Luke, bolshy, said: “Well, I’m a little disappointed with you, Redmond” (Luke said that? Luke, I thought, he
must
become a professor), “because I’ve already told you about the Wyville Thomson Ridge. The great mountain range just off our northern coast, beneath the surface of the sea—the one and only barrier in the continuity of the deep oceans of the planet!”

“Yes, yes—but how was it discovered? You said that was one hell of a story and you promised, you promised to tell me!”

“OK, then, I will—but I warn you, Redmond, I warned you, I really did, I warned you: your question-time is almost over, because I can feel it coming on right enough … I’ve had a lot less sleep than you … Less sleep, in fact, than anyone except Jason … And my brain, for sure, big time! It’s about to shut down, you know: and then I won’t
want
to speak,
I won’t be able to speak
…”

“But—Wyville Thomson?”

“Aye—he was a great man (even though he didn’t believe in Darwin, in evolution by natural selection), Chief Scientist aboard the pioneering research ship
Challenger
, on her three-year marine biology voyage around the globe—1873 to 1876; 68,000 miles; around 4,500 new species discovered… All that’s
really
famous … But very few people know, or even care, they don’t
bother to find out—they don’t know that the whole future science of oceanography began right here, in UK waters! Just as geology began with UK rocks! And modern biology began with the voyage of the
Beagle
and Darwin writing his multiple doctorates about it, forgive me! In his house in Kent, in the UK!”

“Goaaal!” I yelled, but Luke did not respond. Crestfallen (Oarfish-flame-crest-flattened), I realized, horribly, that our days and nights of insane and wonderful play, a play of thoughts, perhaps … perhaps they really were almost over …

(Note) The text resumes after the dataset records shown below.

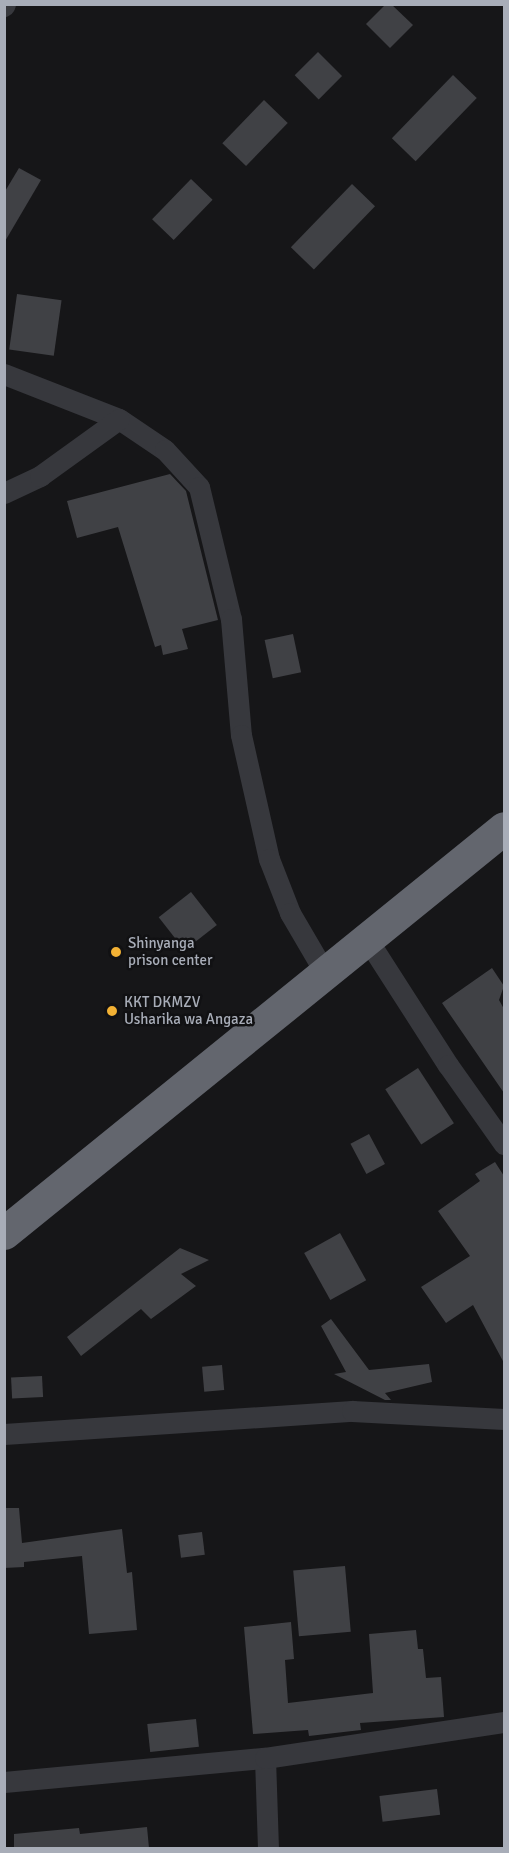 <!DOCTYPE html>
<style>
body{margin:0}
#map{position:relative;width:509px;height:1853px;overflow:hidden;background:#161618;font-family:Signika,sans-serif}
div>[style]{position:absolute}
.building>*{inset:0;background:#404145;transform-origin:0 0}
.street>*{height:21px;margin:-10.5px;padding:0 10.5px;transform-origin:10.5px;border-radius:10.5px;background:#37383d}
.highway>*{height:33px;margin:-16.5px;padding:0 16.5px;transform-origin:16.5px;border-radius:16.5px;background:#63666e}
.dots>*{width:16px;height:16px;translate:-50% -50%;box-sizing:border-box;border:3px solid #111113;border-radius:50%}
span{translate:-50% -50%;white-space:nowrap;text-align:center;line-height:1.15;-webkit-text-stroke:5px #111113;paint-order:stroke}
.poi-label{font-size:15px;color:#a8adb8}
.left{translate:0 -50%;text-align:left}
.frame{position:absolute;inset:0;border:6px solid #a8adb8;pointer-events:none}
</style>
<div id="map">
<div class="building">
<div style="clip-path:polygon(386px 4px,391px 4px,413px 25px,390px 48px,366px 24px)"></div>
<div style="left:318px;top:52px;width:34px;height:33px;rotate:45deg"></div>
<div style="left:453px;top:75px;width:33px;height:88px;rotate:44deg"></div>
<div style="left:264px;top:100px;width:33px;height:60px;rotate:44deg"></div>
<div style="clip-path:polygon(19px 168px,41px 180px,4px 243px,4px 193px)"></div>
<div style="left:191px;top:179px;width:30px;height:56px;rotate:44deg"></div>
<div style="left:352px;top:184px;width:32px;height:88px;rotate:44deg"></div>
<div style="left:17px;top:294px;width:45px;height:56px;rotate:8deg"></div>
<div style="clip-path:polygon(170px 474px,186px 491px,218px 620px,182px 629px,188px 649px,163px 655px,161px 645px,155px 647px,118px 527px,77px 538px,67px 501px)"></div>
<div style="left:293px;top:634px;width:39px;height:29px;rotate:78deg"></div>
<div style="left:191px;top:892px;width:42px;height:41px;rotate:52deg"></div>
<div style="clip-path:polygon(492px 968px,504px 986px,499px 1000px,504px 1009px,504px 1093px,442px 1003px)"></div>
<div style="left:418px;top:1068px;width:66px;height:39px;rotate:57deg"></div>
<div style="left:369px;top:1134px;width:34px;height:21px;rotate:62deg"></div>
<div style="clip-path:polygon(495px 1162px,504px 1176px,504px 1363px,473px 1305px,446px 1323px,421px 1287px,470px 1256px,438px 1211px,480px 1181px,475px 1174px)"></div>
<div style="left:340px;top:1233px;width:54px;height:41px;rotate:61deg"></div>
<div style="clip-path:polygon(180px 1248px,209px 1260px,181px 1274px,196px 1286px,151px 1319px,141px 1309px,81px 1356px,67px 1337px)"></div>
<div style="clip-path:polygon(331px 1319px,369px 1370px,429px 1364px,432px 1382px,385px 1393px,391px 1400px,385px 1400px,334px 1374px,346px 1372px,321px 1326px)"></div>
<div style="left:222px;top:1365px;width:25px;height:20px;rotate:85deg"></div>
<div style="left:42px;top:1376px;width:21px;height:31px;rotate:87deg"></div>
<div style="clip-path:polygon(4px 1508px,19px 1508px,22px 1543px,122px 1529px,127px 1573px,132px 1572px,137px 1630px,89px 1634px,82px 1556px,24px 1562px,24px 1567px,4px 1568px)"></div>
<div style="left:202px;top:1532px;width:23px;height:24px;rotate:83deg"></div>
<div style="left:345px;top:1566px;width:66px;height:52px;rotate:85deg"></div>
<div style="clip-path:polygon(291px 1622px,294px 1659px,285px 1660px,288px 1703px,373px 1693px,369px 1634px,416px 1630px,418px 1649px,423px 1649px,426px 1678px,441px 1677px,444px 1717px,360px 1723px,361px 1730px,309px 1736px,308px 1730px,253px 1734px,244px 1627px)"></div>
<div style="left:196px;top:1719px;width:28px;height:49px;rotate:84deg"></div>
<div style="left:437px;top:1789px;width:26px;height:58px;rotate:83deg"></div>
<div style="clip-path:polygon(147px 1827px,149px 1848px,14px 1848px,14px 1834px,79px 1828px,80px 1834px)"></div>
</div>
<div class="street">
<div style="left:4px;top:6px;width:2px;rotate:-63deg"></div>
<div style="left:4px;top:374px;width:123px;rotate:21.4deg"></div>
<div style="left:119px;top:419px;width:55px;rotate:34deg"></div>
<div style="left:165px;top:450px;width:50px;rotate:47.4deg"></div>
<div style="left:199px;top:487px;width:136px;rotate:76.4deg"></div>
<div style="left:231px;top:619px;width:116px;rotate:85.1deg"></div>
<div style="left:241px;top:735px;width:127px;rotate:77.3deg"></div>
<div style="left:269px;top:859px;width:58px;rotate:68.7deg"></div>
<div style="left:290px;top:913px;width:69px;rotate:59.7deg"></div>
<div style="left:4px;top:493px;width:40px;rotate:-25deg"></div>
<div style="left:40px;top:476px;width:97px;rotate:-35.8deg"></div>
<div style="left:367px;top:939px;width:150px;rotate:57.3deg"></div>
<div style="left:448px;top:1065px;width:97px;rotate:54.7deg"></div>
<div style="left:4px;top:1434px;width:349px;rotate:-3.8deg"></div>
<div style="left:352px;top:1411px;width:152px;rotate:3deg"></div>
<div style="left:265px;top:1758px;width:90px;rotate:88.1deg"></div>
<div style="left:4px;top:1782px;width:262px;rotate:-5.3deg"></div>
<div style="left:265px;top:1758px;width:242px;rotate:-8.6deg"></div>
</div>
<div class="highway">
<div style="left:4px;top:1233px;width:643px;rotate:-39.01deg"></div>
</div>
<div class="dots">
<div style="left:116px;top:952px;background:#f2b134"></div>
<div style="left:112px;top:1011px;background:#f2b134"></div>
</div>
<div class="poi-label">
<span class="left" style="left:128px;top:952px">Shinyanga<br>prison center</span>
<span class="left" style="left:124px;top:1011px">KKT DKMZV<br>Usharika wa Angaza</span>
</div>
<div class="frame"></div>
</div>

“Aye—Wyville Thomson. Well, there he was, in the research ship
Lightning
or
Porcupine
, I forget which, but on one of those summer expeditions, probably around 1868, and he took a series of temperatures
(not soundings
, you understand,
you must remember that
) right down from the surface to as far as they could reach in different stations in the Faeroe—Shetland channel. And guess what? As you’d say or I’d say, I forget which, and it doesn’t matter, because I’m used to it—but you, you’ll
panic
, tomorrow or the next day… Aye, at around 200 fathoms, as they said then, the temperatures were roughly equal at the south-west and north-east ends of the channel; but from 250 fathoms to 640 fathoms, in the north-east, they got readings of 34 degrees down to 30; whereas to the south-west, and so very close, the corresponding temperatures were 47 and 42 degrees Fahrenheit. But hang on—there were sod all, excuse me, other temperature readings from the oceans to compare those with in 1868—no, nay, no, it was only after all his experience of checking thousands of thermometer readings across the oceans of the world, as Chief Scientific Officer (or whatever they called it then), as the Number One Oceanographer on
Challenger
that Wyville Thomson, re-checking those UK temperatures,
so near to home
(it had obviously
nagged
at him, even in the distant tropics, or my Antarctic, come to that), it was only
then
that he had the balls to predict that there was a real physical underwater mountain-range across the Faeroe-Shetland Channel…

“But it’s great, it really is—one of those scientific stories where the right credit was given, almost at once, to the right person …
The Hydrographer of the Admiralty (the things we owe the navy—remember the
Beagle?
), he sent the survey-ship HMS
Knight Errant
to check it out. And Thomson himself, who was paralysed from a stroke, was yet allowed to believe that he was directing operations, from Stornoway in the Outer Hebrides … And he lived just long enough to know that the soundings proved the weirdest thing: he was right! Here—and only here—a real break occurred in the deep sea. And he died, knowing that this vast unseen mountain would be called the Wyville Thomson Ridge!”